The one-time liberator has become the oppressor. Mugabe, once hailed for bringing democracy to Zimbabwe, has furthered his rule in the same fashion and using the same strategies as the former colonisers he scorns.



To many white Rhodesians, Smith was a saviour who vowed to preserve white minority rule and protect their interests against rising African nationalist sentiment. They saw as heroic his unilateral declaration of independence, UDI, from Britain in 1965, when Britain was pulling out of its African colonies.



But to the blacks who fought a bitter war of independence, many of whom spent years in jail, Smith was a ruthless tyrant who banned black nationalist parties; had leaders arrested and introduced harsh laws curbing civil rights.



Although the political circumstances are different, Mugabe and his ruling elite seem to be following in the footsteps of their predecessors. Mugabe is not just a tyrant to whites, from whom he seized their farmland, but also to his black opponents.



Some 27 years after independence, Zimbabweans are still being subjected to the same aggression from the state, violations of basic human rights and oppressive laws that they fought against.



Opposition political leaders have to endure the same brutality, violence and intolerance that nationalist leaders suffered under Smith’s regime and that in the end made them take up arms during the colonial era.



Smith imprisoned Mugabe and many others, claiming they were terrorists. Members of the MDC have suffered the same fate under Mugabe. Several MDC officials were jailed earlier this year on trumped-up terrorist charges.



The same torture that was used to break nationalist leaders and destroy nationalist movements is now being commonly perpetrated on journalists, political and human rights activists and anyone critical of Mugabe, his party and government.



Opposition leaders cannot freely hold meetings and rallies without running battles with the police and other security agents. They have to seek permission from the police and such requests have been turned down in the past.



Sometimes, they are forced to hold secret meetings, as did Mugabe, the late vice-president Joshua Nkomo and other nationalist leaders under Smith’s regime.



Under the Public Order and Security Act, POSA, more repressive than the Smith era’s Law and Order (Maintenance) Act, public gatherings, demonstrations and opposition rallies can be banned. Government has also banned prayer meetings in the past.



Most journalists have to work clandestinely and Mugabe, like Smith, has banned several independent newspapers, using the infamous Access to Information and Privacy Protection Act.



Press censorship, oppressive legislation and a selective application of the law also feature in the legacy of both men.



The Central Intelligence Organisation, CIO, has remained almost the same in structure and practice. As during Smith’s reign, when the CIO was accountable to the prime minister only, it now directly and exclusively reports to Mugabe and is in place to serve only the president’s interests.
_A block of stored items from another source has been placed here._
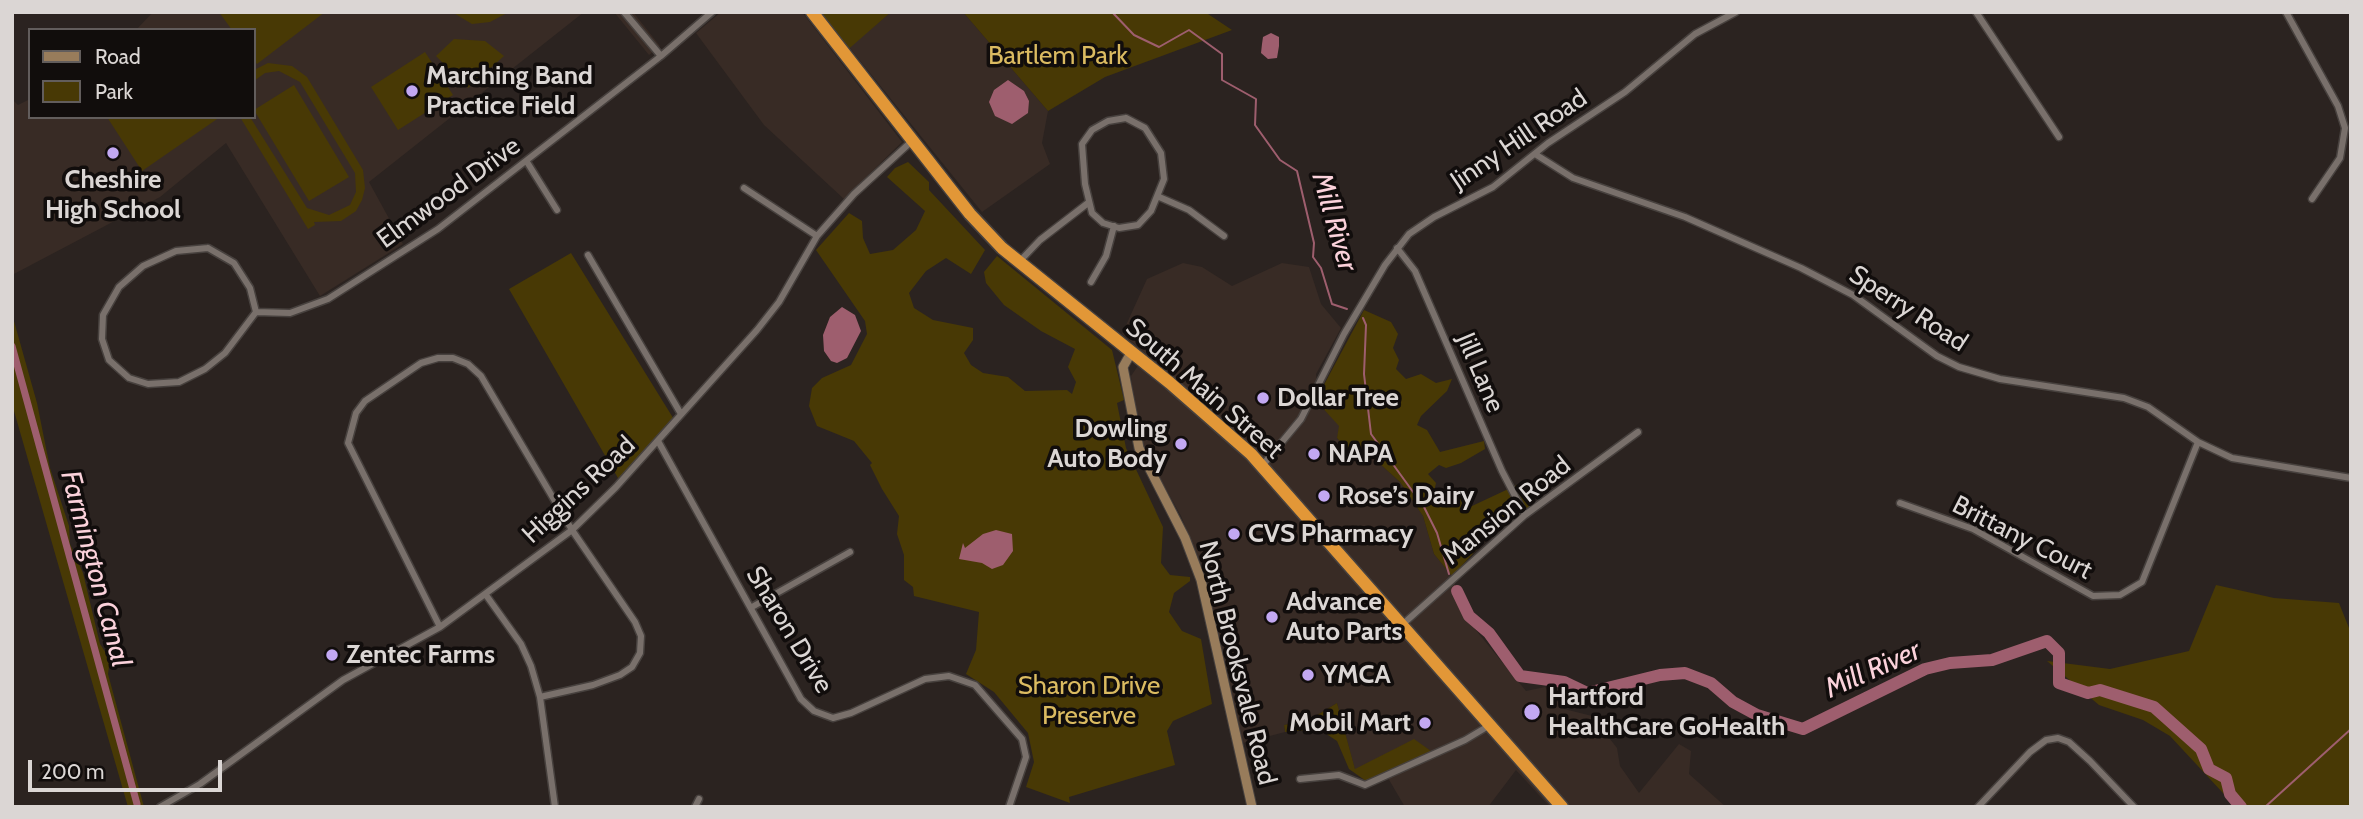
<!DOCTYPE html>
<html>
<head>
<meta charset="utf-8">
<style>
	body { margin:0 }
	#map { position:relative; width:2363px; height:819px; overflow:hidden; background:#2b2320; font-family:Cabin,sans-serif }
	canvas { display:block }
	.frame { position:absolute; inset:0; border:14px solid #dbd6d4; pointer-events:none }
	.legend { position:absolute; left:28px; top:28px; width:228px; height:91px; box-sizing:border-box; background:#110d0c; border:2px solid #625d5c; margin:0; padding:9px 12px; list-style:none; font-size:21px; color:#dbd6d4 }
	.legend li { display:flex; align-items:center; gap:14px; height:35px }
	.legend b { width:35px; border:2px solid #625d5c }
	.scale { position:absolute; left:28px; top:760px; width:194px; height:32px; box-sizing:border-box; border:4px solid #dbd6d4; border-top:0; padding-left:9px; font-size:21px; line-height:24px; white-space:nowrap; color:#dbd6d4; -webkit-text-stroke:5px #110d0c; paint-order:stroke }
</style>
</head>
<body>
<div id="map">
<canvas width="2363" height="819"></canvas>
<div class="frame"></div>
<ul class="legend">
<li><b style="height:9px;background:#987c5b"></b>Road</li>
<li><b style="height:19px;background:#483905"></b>Park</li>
</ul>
<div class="scale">200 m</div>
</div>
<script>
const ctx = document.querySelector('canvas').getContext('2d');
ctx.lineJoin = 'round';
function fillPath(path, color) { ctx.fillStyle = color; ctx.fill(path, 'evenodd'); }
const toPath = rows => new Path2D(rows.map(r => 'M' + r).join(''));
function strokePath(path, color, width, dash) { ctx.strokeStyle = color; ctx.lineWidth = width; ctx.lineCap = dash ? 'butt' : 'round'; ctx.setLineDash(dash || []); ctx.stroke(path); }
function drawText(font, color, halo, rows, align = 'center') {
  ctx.font = font + ' Cabin,sans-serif'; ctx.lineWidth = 7; ctx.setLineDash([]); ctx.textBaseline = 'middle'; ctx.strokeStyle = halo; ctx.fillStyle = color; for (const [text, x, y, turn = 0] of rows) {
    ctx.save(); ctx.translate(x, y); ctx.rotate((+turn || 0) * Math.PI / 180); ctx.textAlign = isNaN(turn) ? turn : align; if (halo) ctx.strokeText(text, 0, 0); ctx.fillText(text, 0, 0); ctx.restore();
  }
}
const built = toPath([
	[153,12,584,12,369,182,403,244,320,296,226,143,160,197,12,275,12,99,18,105,30,99,30,117,254,117,254,30,136,30],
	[614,12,633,12,660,46,649,55],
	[721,12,802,12,902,142,844,199,764,125,696,33],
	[891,12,963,12,1048,111,1042,143,1050,164,982,212,849,47],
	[1183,263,1202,267,1232,286,1282,263,1309,267,1321,304,1341,328,1316,374,1319,404,1340,426,1337,438,1352,455,1370,455,1400,482,1423,516,1434,554,1452,576,1465,617,1526,691,1545,687,1564,709,1592,716,1617,748,1620,766,1639,793,1679,744,1691,751,1689,774,1726,807,1550,807,1516,770,1488,807,1405,807,1388,778,1435,754,1414,740,1355,770,1337,703,1309,720,1284,725,1285,732,1243,743,1206,577,1181,516,1145,452,1136,424,1131,376,1146,354,1122,334,1147,279]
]);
const green = toPath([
	[219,12,325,12,257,64,254,60,254,30,232,30],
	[452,12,509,12,490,22,472,24],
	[812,12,891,12,844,53],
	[963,12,1205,12,1232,30,1105,77,1048,111],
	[454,39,485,41,504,56,468,88,436,56],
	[425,52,453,95,398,130,371,87],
	[268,63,292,66,307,77,363,170,365,188,362,200,356,211,341,221,314,222,315,225,308,229,240,117,250,117,307,208,329,215,350,205,356,192,355,173,300,82,279,71,265,73,254,81,254,70],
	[294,85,349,177,309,201,254,110],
	[107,117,220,117,142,171],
	[908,162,929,182,929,190,985,250,971,274,946,258,926,271,909,293,914,308,933,320,973,328,973,340,964,353,971,365,983,373,1008,377,1025,391,1067,390,1072,394,1076,382,1068,367,1075,349,1041,331,1004,305,986,283,984,272,997,256,1112,350,1124,400,1117,403,1126,448,1163,527,1161,563,1170,575,1190,577,1190,581,1174,593,1169,612,1182,631,1201,639,1212,704,1173,721,1167,731,1175,765,1069,797,1070,803,1026,787,1034,762,1028,733,994,692,966,674,976,650,979,612,914,596,913,587,904,580,904,555,897,534,899,516,882,489,870,465,872,463,854,441,817,426,809,406,812,388,822,378,851,365,867,334,865,321,816,250,849,213,862,221,863,238,870,254,893,250,916,230,925,211,887,177,895,168],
	[571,253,675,421,622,485,509,289],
	[1364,310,1391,322,1398,334,1393,348,1399,360,1396,369,1406,379,1421,374,1436,383,1452,379,1447,391,1421,416,1417,425,1427,430,1440,452,1484,441,1485,449,1461,463,1446,468,1439,465,1428,474,1436,483,1434,492,1445,500,1455,492,1464,492,1472,506,1519,484,1530,507,1496,529,1452,576,1434,554,1423,516,1400,482,1370,455,1352,455,1337,438,1339,426,1319,404,1318,396],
	[12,314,37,403,50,468,69,526,70,544,83,573,100,644,110,659,108,674,144,807,128,807,12,404],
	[2216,585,2274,598,2339,603,2351,633,2351,807,2236,807,2170,736,2143,720,2099,705,2047,661,2110,669,2189,651],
	[1337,703,1355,769,1414,739,1431,751,1366,781,1349,769,1337,741,1319,729,1285,732,1284,725,1309,720]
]);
const water = toPath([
	[1271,33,1279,37,1279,46,1277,58,1268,59,1261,53,1262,44,1263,37],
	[1008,80,1024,91,1029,101,1028,113,1012,124,995,116,989,102,994,90],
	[842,307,855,315,861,331,847,358,837,363,831,361,824,351,823,335,830,317],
	[996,530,1012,534,1013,551,1003,565,992,569,982,563,959,559,963,543,965,548,983,534]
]);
const stream = toPath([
	[1112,12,1134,35,1159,47,1189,30,1222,54,1222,80,1256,99,1255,125,1280,160,1297,171,1314,243,1313,257,1321,268,1332,304,1347,309],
	[1363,318,1366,325,1364,374,1371,434,1424,507,1437,533,1449,574],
	[2265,807,2351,729]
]);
const canal = toPath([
	[12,346,137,804]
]);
const river = toPath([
	[1457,591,1469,616,1489,633,1520,676,1564,682,1587,693,1660,675,1685,673,1711,683,1733,702,1757,715,1803,729,1925,669,1950,663,1992,660,2047,641,2059,653,2059,683,2088,693,2100,690,2154,707,2201,749,2209,769,2226,778,2230,794,2241,807]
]);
const street = toPath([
	[624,12,661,56],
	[1976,12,2059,137],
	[2286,12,2338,106,2345,128,2340,158,2312,199],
	[1126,118,1145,128,1161,153,1164,179,1151,211,1138,225,1119,228,1103,223,1092,213,1085,184,1082,144,1092,130,1108,121,1126,118],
	[1535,154,1573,178,1685,217,1801,268,1853,295,1937,356,1959,367,2000,379,2124,398,2148,407,2198,442,2232,458,2351,478],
	[527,162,557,210],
	[744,188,817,236],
	[1157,196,1189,210,1224,236],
	[208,248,234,263,250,288,256,312,225,353,205,369,179,382,148,384,129,378,109,360,102,339,103,315,119,287,143,266,176,251,208,248],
	[1397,248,1415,271,1502,471,1525,515],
	[588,255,681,414],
	[1019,262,1040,240,1088,203],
	[1091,282,1106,256,1114,226],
	[256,312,290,313,328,299,438,229,661,56,712,12],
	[658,441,801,699,814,711,833,718,851,713,925,679,949,676,975,685,1022,739,1026,757,1009,807],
	[1262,466,1301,419,1344,334,1385,265,1409,234,1434,217,1493,187,1548,143,1625,92,1695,34,1736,12],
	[1900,503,1973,529,2093,596,2120,595,2142,582,2198,442],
	[486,595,521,644,531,666,540,697,555,807],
	[752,607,850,552],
	[1403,624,1525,515,1638,432],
	[440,627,348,443,356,413,365,401,421,363,438,358,453,358,468,364,481,376,572,530,635,622,641,636,640,653,632,667,620,675,593,685,540,697],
	[1300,779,1339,775,1365,785,1465,740,1490,725],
	[160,807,200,784,343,680,440,627,572,530,616,487,757,330,779,302,817,236,854,194,912,141],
	[695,807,699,799],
	[1978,807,2030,752,2046,740,2058,738,2069,742,2090,761,2134,807]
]);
const secondary = toPath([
	[1131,353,1123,367,1139,448,1185,538,1201,580,1252,807]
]);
const highway = toPath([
	[812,12,970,214,1002,248,1170,383,1251,454,1562,807]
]);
const markers = [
	[412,91,7,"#c2a8f2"],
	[113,153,7,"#c2a8f2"],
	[1263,398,7,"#c2a8f2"],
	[1181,444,7,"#c2a8f2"],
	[1314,454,7,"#c2a8f2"],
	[1324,496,7,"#c2a8f2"],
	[1234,534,7,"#c2a8f2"],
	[1272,617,7,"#c2a8f2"],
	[332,655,7,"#c2a8f2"],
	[1308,675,7,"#c2a8f2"],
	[1532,712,9,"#c2a8f2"],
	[1425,723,7,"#c2a8f2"]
];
const parkNames = [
	["Bartlem Park",1058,56],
	["Sharon Drive",1089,686],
	["Preserve",1089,716]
];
const poiNames = [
	["Marching Band",426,76],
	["Practice Field",426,106],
	["Cheshire",113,180,"center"],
	["High School",113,210,"center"],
	["Dollar Tree",1277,398],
	["Dowling",1167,429,"right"],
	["Auto Body",1167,459,"right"],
	["NAPA",1328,454],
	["Rose’s Dairy",1338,496],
	["CVS Pharmacy",1248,534],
	["Advance",1286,602],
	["Auto Parts",1286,632],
	["Zentec Farms",346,655],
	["YMCA",1322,675],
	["Hartford",1548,697],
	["HealthCare GoHealth",1548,727],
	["Mobil Mart",1411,723,"right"]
];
const streetNames = [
	["Jinny Hill Road",1519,140,-34],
	["Elmwood Drive",449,193,-36],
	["Sperry Road",1908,309,33],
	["Jill Lane",1480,373,67],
	["South Main Street",1204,389,41],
	["Higgins Road",579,490,-43],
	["Mansion Road",1507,511,-39],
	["Brittany Court",2022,538,27],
	["Sharon Drive",789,630,59],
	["North Brooksvale Road",1237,663,76]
];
const waterNames = [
	["Mill River",1334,222,74],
	["Farmington Canal",95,569,75],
	["Mill River",1873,670,-24]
];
fillPath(built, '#382b25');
fillPath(green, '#483905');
fillPath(water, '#9e5e6e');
strokePath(stream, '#9e5e6e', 2);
strokePath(canal, '#9e5e6e', 7);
strokePath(river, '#9e5e6e', 12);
strokePath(street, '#47413e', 9);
strokePath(secondary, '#47413e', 11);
strokePath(highway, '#47413e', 15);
strokePath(street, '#79706b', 6);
strokePath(secondary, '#987c5b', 9);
strokePath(highway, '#e29737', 12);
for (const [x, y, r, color] of markers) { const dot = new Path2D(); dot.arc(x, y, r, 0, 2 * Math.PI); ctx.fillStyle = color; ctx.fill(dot); strokePath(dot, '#110d0c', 2.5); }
drawText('26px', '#dbbb61', '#110d0c', parkNames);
drawText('bold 26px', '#dbd6d4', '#110d0c', poiNames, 'left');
drawText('26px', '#dbd6d4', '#110d0c', streetNames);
drawText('italic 28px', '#fbd2db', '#110d0c', waterNames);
</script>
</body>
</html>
Both regimes attracted sanctions, although this time, the sanctions are targeted ones, aimed only at Mugabe and his closest allies. And herein lies one difference: despite working under widespread sanctions in the 1970s, Smith managed the economy better than Mugabe has.



In an interview in 2000, Smith, with an unshakeable belief that Africa would not work without whites, said, “We have never seen such chaos and corruption in our country. What Zimbabweans are looking for is a bit of ordinary honesty and straightforwardness.”
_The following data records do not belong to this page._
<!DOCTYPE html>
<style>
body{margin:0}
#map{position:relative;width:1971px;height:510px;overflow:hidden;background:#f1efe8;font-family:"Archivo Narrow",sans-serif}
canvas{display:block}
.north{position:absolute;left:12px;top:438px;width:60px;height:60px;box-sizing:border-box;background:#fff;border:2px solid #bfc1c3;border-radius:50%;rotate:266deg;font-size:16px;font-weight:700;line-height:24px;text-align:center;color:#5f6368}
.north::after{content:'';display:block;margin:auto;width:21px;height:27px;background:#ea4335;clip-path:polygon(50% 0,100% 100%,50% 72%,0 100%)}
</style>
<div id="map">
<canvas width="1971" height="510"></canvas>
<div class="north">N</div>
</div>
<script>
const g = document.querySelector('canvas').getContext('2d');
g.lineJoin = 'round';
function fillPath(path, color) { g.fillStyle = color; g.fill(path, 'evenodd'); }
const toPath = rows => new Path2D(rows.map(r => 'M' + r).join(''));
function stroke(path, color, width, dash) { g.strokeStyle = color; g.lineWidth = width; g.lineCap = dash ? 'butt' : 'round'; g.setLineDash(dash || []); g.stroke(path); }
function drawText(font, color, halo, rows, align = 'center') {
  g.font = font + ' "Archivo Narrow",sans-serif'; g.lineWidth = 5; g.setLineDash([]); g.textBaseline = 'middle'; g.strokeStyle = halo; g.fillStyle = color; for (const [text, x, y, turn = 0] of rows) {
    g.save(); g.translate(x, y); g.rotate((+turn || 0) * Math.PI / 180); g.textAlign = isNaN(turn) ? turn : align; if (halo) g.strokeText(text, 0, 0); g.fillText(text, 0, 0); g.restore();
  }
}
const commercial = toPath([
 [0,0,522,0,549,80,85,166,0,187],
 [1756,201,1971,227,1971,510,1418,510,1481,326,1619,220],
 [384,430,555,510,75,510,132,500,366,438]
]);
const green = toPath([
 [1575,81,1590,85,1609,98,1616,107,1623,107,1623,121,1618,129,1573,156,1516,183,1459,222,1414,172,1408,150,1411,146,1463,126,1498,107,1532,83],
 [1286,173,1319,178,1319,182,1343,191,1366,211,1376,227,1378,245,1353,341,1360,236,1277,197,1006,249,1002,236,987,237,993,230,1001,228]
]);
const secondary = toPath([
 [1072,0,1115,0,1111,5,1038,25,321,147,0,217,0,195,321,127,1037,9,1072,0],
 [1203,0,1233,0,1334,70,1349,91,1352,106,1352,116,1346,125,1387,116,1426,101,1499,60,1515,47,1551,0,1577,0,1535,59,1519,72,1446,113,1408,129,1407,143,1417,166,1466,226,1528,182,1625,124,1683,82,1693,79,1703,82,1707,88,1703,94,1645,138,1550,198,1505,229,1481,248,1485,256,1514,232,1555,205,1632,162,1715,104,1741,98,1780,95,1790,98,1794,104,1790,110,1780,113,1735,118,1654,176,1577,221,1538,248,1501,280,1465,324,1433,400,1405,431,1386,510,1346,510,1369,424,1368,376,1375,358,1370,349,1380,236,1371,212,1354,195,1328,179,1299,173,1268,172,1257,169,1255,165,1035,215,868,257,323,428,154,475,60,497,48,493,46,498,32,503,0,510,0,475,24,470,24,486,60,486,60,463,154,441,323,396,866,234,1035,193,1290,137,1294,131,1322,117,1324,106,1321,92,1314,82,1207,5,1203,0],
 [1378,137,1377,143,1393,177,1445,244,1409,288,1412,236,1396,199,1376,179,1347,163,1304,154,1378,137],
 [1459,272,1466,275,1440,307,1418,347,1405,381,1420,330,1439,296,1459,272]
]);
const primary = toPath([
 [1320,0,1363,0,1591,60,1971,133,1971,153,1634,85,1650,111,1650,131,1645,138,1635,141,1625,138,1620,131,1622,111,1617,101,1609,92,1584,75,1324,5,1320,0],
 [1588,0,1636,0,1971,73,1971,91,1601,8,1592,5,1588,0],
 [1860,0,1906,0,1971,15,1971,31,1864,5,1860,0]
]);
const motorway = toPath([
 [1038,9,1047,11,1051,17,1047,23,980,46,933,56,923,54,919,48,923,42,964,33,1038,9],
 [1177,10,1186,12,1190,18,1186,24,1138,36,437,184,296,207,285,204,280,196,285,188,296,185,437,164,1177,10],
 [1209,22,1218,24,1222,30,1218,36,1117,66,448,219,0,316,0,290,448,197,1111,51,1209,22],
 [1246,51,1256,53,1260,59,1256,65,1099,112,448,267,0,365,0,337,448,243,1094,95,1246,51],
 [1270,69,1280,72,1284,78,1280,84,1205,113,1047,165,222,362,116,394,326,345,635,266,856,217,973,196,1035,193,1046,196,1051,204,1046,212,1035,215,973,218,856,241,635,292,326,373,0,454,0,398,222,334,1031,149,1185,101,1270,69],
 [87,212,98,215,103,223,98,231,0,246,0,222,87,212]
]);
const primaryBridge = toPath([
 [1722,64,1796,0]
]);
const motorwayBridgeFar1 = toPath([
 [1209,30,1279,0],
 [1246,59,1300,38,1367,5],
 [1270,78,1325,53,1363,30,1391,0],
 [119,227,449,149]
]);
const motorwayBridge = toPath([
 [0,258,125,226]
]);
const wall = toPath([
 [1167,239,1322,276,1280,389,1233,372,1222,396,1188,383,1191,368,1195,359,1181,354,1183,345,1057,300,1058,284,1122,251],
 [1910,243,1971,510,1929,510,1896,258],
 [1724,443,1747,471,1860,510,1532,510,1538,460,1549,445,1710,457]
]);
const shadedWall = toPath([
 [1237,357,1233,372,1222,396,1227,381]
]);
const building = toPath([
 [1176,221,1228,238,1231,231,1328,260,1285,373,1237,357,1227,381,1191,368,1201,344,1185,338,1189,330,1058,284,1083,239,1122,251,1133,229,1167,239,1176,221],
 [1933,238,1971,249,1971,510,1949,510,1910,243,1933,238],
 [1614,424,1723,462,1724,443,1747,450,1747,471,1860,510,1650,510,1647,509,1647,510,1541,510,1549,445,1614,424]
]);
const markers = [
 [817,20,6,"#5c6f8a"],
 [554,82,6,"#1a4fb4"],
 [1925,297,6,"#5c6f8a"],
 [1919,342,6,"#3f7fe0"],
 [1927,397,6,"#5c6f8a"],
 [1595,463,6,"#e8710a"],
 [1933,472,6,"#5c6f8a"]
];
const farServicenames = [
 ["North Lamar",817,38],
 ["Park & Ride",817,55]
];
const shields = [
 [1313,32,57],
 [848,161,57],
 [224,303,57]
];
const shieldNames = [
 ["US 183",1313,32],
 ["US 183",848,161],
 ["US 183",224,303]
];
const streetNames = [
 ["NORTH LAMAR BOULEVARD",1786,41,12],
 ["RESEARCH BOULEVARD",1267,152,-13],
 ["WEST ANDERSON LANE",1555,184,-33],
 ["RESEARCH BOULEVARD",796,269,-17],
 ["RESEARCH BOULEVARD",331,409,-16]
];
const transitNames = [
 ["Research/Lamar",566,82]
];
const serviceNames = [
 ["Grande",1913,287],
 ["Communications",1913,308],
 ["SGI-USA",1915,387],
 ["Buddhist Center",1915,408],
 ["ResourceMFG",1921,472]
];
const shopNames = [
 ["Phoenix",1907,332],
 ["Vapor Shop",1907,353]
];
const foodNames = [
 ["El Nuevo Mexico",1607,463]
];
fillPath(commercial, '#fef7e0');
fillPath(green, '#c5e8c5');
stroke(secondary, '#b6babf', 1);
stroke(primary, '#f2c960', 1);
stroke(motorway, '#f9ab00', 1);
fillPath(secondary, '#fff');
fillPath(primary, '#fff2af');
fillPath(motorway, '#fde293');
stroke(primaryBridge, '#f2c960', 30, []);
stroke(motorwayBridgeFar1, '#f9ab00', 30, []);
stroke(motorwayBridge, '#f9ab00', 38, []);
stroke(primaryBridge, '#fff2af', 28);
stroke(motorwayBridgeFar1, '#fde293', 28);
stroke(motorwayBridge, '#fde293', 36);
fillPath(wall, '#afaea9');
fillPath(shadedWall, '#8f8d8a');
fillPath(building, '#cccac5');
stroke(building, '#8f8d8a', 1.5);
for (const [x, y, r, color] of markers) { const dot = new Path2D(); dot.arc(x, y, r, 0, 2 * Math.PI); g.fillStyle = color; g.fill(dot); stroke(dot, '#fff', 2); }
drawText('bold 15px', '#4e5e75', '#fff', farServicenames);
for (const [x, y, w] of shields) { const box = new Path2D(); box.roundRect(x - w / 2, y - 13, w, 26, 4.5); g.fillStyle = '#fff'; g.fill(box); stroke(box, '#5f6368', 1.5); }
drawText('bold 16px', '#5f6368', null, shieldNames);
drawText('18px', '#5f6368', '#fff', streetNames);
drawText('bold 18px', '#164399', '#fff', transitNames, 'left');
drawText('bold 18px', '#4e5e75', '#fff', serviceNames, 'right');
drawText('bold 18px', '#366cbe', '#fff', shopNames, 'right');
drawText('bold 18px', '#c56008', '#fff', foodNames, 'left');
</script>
At least he could boast that “we had the highest standard of health and education and housing for our black people than any other country on the black continent. That was what Rhodesians did, and I wonder if we shouldn’t be given credit for doing that”.



Maybe Mugabe could also boast that at one time he managed to increase the country’s literacy rate and access to basic health. But the education and health standards have since collapsed almost totally.



If Mugabe does engage in introspection, the man he will see in his mirror will surely be the man that he fought against, the man whose beliefs he strongly opposed and the man he has now become.



Prisca Zvarwadza is the pseudonym of an IWPR journalist in Zimbabwe.